PEP 3131: Supporting Non-ASCII Identifiers

Mon May 14 11:14:09 EDT 2007

On Mon, 14 May 2007 12:17:36 +0200, Stefan Behnel  
<stefan.behnel-n05pAM at web.de> wrote:
> Eric Brunel wrote:
>> On Mon, 14 May 2007 11:00:29 +0200, Stefan Behnel
>>> Any chance there are still kanji-enabled programmes around that were
>>> not hit
>>> by the bomb in this scenario? They might still be able to help you get
>>> the
>>> code "public".
>>
>> Contrarily to what one might think seeing the great achievements of
>> open-source software, people willing to maintain public code and/or make
>> it evolve seem to be quite rare. If you add burdens on such people -
>> such as being able to read and write the language of the original code
>> writer, or forcing them to request a translation or transliteration from
>> someone else -, the chances are that they will become even rarer...
>
> Ok, but then maybe that code just will not become Open Source. There's a
> million reasons code cannot be made Open Source, licensing being one,  
> lack of
> resources being another, bad implementation and lack of documentation  
> being
> important also.
>
> But that won't change by keeping Unicode characters out of source code.

Maybe; maybe not. This is one more reason for a code preventing it from  
becoming open-source. IMHO, there are already plenty of these reasons, and  
I don't think we need a new one...

> Now that we're at it, badly named english identifiers chosen by  
> non-english
> native speakers, for example, are a sure way to keep people from  
> understanding
> the code and thus from being able to contribute resources.

I wish we could have an option forbidding these also ;-) But now, maybe  
some of my own code would no more execute when it's turned on...

> I'm far from saying that all code should start using non-ASCII  
> characters.
> There are *very* good reasons why a lot of projects are well off with  
> ASCII
> and should obey the good advice of sticking to plain ASCII. But those are
> mainly projects that are developed in English and use English  
> documentation,
> so there is not much of a risk to stumble into problems anyway.
>
> I'm only saying that this shouldn't be a language restriction, as there
> definitely *are* projects (I know some for my part) that can benefit  
> from the
> clarity of native language identifiers (just like English speaking  
> projects
> benefit from the English language). And yes, this includes spelling  
> native
> language identifiers in the native way to make them easy to read and  
> fast to
> grasp for those who maintain the code.

My point is only that I don't think you can tell right from the start that  
a project you're working on will stay private forever. See Java for  
instance: Sun said for quite a long time that it wasn't a good idea to  
release Java as open-source and that it was highly unlikely to happen. But  
it finally did...

You could tell that the rule should be that if the project has the  
slightest chance of becoming open-source, or shared with people not  
speaking the same language as the original coders, one should not use  
non-ASCII identifiers.

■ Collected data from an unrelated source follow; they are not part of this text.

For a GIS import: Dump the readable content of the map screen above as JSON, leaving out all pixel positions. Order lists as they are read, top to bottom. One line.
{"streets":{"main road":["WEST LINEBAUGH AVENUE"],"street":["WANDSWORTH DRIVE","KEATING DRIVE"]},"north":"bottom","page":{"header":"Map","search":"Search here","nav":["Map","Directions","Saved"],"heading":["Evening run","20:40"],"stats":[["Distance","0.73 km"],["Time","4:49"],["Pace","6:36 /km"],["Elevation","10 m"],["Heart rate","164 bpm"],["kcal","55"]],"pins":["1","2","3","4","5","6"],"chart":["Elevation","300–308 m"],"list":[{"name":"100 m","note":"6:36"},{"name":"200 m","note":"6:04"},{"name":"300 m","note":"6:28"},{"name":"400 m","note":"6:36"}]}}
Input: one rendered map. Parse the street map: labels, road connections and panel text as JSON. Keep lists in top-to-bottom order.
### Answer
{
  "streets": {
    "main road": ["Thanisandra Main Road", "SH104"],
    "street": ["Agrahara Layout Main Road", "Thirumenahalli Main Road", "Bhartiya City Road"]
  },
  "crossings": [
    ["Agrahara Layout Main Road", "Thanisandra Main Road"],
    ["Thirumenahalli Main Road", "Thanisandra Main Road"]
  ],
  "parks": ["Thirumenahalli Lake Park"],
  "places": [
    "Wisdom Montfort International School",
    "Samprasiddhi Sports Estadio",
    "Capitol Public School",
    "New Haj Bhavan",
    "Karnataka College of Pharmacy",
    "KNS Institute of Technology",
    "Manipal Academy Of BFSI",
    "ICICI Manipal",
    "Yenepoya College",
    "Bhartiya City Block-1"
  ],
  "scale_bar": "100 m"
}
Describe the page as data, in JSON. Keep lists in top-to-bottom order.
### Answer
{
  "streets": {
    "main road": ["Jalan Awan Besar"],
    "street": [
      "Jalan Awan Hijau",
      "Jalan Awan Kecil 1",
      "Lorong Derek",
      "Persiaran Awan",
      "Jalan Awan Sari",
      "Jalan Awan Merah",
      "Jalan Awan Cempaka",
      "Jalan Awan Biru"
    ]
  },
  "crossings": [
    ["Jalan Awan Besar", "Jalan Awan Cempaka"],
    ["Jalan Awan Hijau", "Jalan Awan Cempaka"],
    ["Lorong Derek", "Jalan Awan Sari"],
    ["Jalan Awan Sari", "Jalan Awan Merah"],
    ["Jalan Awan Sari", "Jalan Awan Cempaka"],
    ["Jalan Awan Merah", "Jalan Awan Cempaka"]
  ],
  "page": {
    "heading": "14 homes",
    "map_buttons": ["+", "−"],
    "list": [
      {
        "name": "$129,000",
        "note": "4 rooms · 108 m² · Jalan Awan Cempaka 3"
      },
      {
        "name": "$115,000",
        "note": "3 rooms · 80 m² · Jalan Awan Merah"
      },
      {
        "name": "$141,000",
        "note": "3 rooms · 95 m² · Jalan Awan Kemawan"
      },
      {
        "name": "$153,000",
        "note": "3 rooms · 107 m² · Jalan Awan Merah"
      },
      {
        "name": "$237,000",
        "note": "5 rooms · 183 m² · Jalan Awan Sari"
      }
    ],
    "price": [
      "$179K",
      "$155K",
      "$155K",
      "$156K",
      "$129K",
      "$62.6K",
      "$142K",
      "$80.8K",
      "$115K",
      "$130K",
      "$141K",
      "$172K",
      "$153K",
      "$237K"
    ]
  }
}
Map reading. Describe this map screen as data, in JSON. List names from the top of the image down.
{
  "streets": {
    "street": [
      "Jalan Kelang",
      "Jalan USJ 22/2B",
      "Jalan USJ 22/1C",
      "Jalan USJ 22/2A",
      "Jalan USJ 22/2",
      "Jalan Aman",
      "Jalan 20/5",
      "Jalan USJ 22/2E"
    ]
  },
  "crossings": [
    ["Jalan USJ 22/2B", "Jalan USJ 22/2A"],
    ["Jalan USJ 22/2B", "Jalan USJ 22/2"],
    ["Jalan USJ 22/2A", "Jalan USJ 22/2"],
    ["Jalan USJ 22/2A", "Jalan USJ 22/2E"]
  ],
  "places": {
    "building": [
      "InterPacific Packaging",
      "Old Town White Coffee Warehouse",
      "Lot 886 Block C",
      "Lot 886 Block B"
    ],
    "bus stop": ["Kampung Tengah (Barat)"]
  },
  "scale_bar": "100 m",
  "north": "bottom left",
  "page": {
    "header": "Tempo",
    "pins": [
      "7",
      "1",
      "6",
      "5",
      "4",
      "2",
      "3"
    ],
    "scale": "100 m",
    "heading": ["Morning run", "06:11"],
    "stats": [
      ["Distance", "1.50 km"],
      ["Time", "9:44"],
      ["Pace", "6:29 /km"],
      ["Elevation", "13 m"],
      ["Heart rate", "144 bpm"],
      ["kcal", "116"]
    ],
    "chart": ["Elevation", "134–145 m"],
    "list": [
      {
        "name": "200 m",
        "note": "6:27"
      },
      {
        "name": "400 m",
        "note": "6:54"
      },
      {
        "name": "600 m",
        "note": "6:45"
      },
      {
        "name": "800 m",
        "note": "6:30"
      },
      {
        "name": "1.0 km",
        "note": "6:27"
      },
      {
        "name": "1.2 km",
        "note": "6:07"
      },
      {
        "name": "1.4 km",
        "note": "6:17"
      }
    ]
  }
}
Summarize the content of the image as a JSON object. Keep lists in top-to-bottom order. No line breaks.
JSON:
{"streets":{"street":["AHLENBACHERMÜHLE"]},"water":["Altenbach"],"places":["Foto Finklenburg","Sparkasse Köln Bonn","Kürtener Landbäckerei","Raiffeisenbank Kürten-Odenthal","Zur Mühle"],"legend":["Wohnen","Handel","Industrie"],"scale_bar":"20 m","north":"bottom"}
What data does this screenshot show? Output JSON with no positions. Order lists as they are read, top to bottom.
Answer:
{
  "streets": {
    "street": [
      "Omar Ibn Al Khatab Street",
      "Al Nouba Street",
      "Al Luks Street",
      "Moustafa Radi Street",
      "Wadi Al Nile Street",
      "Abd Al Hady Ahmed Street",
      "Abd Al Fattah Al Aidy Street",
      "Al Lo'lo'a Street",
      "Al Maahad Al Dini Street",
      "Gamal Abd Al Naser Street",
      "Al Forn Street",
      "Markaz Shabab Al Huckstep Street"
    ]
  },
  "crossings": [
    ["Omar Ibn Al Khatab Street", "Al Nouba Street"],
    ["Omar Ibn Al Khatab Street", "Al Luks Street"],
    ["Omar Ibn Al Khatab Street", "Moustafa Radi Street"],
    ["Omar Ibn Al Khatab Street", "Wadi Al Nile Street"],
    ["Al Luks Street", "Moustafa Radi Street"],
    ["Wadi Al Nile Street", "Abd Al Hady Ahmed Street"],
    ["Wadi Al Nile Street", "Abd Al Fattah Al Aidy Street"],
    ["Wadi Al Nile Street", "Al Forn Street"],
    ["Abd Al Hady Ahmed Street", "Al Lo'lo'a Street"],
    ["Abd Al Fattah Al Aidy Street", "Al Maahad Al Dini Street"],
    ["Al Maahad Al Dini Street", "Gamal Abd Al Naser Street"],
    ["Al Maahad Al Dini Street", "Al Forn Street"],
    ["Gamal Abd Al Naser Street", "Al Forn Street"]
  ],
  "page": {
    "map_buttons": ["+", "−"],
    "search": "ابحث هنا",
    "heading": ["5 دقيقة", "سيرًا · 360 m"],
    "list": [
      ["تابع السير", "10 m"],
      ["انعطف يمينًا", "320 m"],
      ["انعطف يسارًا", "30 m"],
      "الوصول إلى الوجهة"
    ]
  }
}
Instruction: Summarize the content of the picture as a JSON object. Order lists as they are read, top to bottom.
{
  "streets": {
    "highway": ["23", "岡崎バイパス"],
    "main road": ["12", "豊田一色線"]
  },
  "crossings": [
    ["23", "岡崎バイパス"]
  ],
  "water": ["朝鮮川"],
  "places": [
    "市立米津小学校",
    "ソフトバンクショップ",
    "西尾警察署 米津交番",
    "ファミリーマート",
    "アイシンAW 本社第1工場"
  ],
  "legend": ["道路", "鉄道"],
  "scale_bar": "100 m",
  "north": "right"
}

I'm personnally convinced that *any* industrial  
project falls into this category. So accepting non-ASCII identifiers is  
just introducing a disaster waiting to happen.

But now, I have the same feeling about non-ASCII strings, and I - as a  
project leader - won't ever accept a source file which has a "_*_ coding  
_*_" line specifying anything else than ascii... So even if I usually  
don't buy the "we're already half-dirty, so why can't we be the dirtiest  
possible" argument, I'd understand if this feature went into the language.  
But I personnally won't ever use it, and forbid it from others whenever  
I'll be able to.

> It should at least be an available option to use this feature.

If it's actually an option to the interpreter, I guess I'll just have to  
alias python to 'python --ascii-only-please'...
-- 
python -c "print ''.join([chr(154 - ord(c)) for c in  
'U(17zX(%,5.zmz5(17l8(%,5.Z*(93-965$l7+-'])"